Act like a parent, talk like a peer. I call it ‘peerenting’.

Famílias disfuncionais foram, desde sempre, as predilectas deste lado, não só pelo facto de permitirem tocar em histórias mais profundas, mas também por se aproximarem muito mais da realidade que vemos todos os dias do lado de cá do ecrã. Talvez por isso, as séries que se baseiem em “famílias perfeitas” sejam, por estas bandas, relegadas para o fundo do disco, de onde, raramente, conseguem sair. Mas por vezes… por vezes uma ou outra série diferente consegue escapar, e se “Modern Family” não parecia muito aliciante de início, acabou por tornar-se na estreia favorita do ano.

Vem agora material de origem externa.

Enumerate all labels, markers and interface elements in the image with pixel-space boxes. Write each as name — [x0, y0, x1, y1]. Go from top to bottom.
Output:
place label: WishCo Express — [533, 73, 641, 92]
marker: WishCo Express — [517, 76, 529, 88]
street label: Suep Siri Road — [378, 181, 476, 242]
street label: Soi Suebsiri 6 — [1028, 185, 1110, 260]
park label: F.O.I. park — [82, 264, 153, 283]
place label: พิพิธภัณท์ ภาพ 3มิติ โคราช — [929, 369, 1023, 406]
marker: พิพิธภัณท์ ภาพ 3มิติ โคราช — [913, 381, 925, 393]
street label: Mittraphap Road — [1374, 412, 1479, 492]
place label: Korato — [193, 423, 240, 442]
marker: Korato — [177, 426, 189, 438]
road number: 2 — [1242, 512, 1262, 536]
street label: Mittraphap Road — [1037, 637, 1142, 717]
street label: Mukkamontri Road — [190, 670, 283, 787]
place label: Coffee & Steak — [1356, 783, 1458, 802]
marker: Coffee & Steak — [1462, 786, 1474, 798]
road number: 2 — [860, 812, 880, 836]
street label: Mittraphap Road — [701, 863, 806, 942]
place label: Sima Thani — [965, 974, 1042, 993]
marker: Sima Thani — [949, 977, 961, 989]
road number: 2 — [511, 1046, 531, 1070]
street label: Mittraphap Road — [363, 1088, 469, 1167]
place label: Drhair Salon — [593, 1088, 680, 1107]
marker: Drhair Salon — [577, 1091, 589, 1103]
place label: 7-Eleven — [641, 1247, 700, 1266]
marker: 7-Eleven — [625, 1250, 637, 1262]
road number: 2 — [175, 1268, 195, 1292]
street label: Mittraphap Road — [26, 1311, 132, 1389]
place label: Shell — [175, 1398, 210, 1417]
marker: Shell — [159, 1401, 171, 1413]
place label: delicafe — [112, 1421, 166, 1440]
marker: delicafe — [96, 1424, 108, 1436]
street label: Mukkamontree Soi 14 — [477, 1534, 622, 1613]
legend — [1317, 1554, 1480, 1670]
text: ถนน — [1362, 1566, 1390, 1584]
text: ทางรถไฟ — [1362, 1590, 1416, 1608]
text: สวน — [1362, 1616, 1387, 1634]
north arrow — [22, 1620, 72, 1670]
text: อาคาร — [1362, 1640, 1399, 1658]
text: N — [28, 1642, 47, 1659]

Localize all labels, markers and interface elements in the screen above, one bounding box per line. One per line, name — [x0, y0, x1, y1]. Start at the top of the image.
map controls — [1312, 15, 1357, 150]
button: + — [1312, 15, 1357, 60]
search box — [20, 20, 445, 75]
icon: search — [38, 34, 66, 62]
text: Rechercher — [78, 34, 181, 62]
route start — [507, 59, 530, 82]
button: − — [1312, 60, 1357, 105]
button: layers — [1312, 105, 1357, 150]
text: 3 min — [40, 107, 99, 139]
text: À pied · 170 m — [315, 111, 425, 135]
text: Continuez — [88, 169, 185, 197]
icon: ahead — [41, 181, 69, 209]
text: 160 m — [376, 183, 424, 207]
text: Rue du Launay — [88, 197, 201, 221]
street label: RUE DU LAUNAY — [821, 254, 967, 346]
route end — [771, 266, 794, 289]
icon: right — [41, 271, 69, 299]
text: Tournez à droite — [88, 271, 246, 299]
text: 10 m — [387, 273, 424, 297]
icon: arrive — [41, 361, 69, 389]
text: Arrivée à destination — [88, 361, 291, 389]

Jay (Ed O’Neill), é casado com Gloria (Sofía Vergara), uma fogosa (e muito mais nova) mulher colombiana, e padrasto de Manny (Rico Rodriguez II), um rapaz muito sensível e maduro para os seus 11 anos. Claire (Julie Bowen) é uma extremosa (se bem que um pouco paranóica) mãe de família, que tem de lidar todos os dias com as trapalhadas das filhas Haley (Sarah Hyland), Alex (Ariel Winter), do desastrado filho Luke (Nolan Gould) e do marido Phil (Ty Burrell), o pai mais fixe (ou talvez não) de sempre. Mitchell (Jesse Tyler Fergunson) é um advogado algo stressado, que partilha a vida com o fabuloso Cameron (Eric Stonestreet) e a recém-adoptada bebé Lily. Três famílias diferentes, três realidades diferentes, três mundos totalmente distintos, não fosse um pequeno pormenor: fazerem todos, afinal, parte da mesma grande família. Quando, ao som da banda sonora de Lion King, nos é revelada a grande surpresa do laço que liga todas estas personagens, “Modern Family” passa de apenas mais uma comédia que tenta mostrar o dia-a-dia actual de forma humorística, para uma comédia imprescindível todas as semanas.

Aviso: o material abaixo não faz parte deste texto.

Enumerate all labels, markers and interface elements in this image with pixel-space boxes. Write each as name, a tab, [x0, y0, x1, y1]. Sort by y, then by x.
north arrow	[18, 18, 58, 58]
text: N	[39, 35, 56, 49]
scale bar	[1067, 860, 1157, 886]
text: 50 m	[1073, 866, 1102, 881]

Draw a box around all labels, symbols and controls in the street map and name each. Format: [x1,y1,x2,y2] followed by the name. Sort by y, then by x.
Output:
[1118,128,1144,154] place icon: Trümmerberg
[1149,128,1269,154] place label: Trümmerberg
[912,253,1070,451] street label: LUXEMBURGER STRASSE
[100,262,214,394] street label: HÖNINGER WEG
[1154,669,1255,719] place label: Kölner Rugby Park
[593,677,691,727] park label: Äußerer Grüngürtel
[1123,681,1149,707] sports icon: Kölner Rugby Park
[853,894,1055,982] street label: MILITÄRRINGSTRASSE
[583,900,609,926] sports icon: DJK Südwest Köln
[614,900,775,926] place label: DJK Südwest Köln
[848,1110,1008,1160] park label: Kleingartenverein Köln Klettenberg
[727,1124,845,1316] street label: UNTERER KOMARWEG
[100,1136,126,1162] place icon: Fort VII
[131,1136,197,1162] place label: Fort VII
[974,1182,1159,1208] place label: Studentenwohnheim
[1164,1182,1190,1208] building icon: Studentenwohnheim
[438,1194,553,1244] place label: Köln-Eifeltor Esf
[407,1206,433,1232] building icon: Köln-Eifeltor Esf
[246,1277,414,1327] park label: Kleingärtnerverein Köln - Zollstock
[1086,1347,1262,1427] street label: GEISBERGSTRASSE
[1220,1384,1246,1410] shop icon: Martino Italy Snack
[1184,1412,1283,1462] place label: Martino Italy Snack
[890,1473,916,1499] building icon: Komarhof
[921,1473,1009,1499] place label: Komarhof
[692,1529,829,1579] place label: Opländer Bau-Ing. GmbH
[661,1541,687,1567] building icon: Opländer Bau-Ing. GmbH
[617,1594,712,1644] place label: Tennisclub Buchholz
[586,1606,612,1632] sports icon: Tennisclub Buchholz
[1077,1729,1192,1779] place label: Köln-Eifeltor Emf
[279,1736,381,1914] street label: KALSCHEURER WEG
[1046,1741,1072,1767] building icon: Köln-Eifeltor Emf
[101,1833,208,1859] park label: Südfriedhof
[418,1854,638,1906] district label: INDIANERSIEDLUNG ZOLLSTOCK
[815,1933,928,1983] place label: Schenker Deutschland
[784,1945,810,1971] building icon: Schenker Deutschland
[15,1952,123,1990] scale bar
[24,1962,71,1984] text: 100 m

Individualmente, as personagens integram-se perfeitamente bem no seu pequeno núcleo familiar, mas é quando se encontram todas juntas em situações surreais, como no episódio piloto, na festa de anos de “Fizbo” ou na viagem especial de aniversário até ao “Hawaii“, ou quando se juntam em pares inesperados, como Claire e Manny em “Come Fly With Me“, Claire e Mitchell em “En Garde” ou Gloria e Cameron em “Starry Night“, que a série se revela em todo o seu esplendor. Juntando a tudo isto o estilo “mockumentary”, que se integra perfeitamente no estilo de história a ser contada, e momentos de génio cortesia de personagens recorrentes como Dylan (Reid Hewig), namorado de Haley e criador da indescritível “In The Moonlight (Do Me)”, ficamos com uma série que se recomenda a todos os que queiram passar um bom bocado.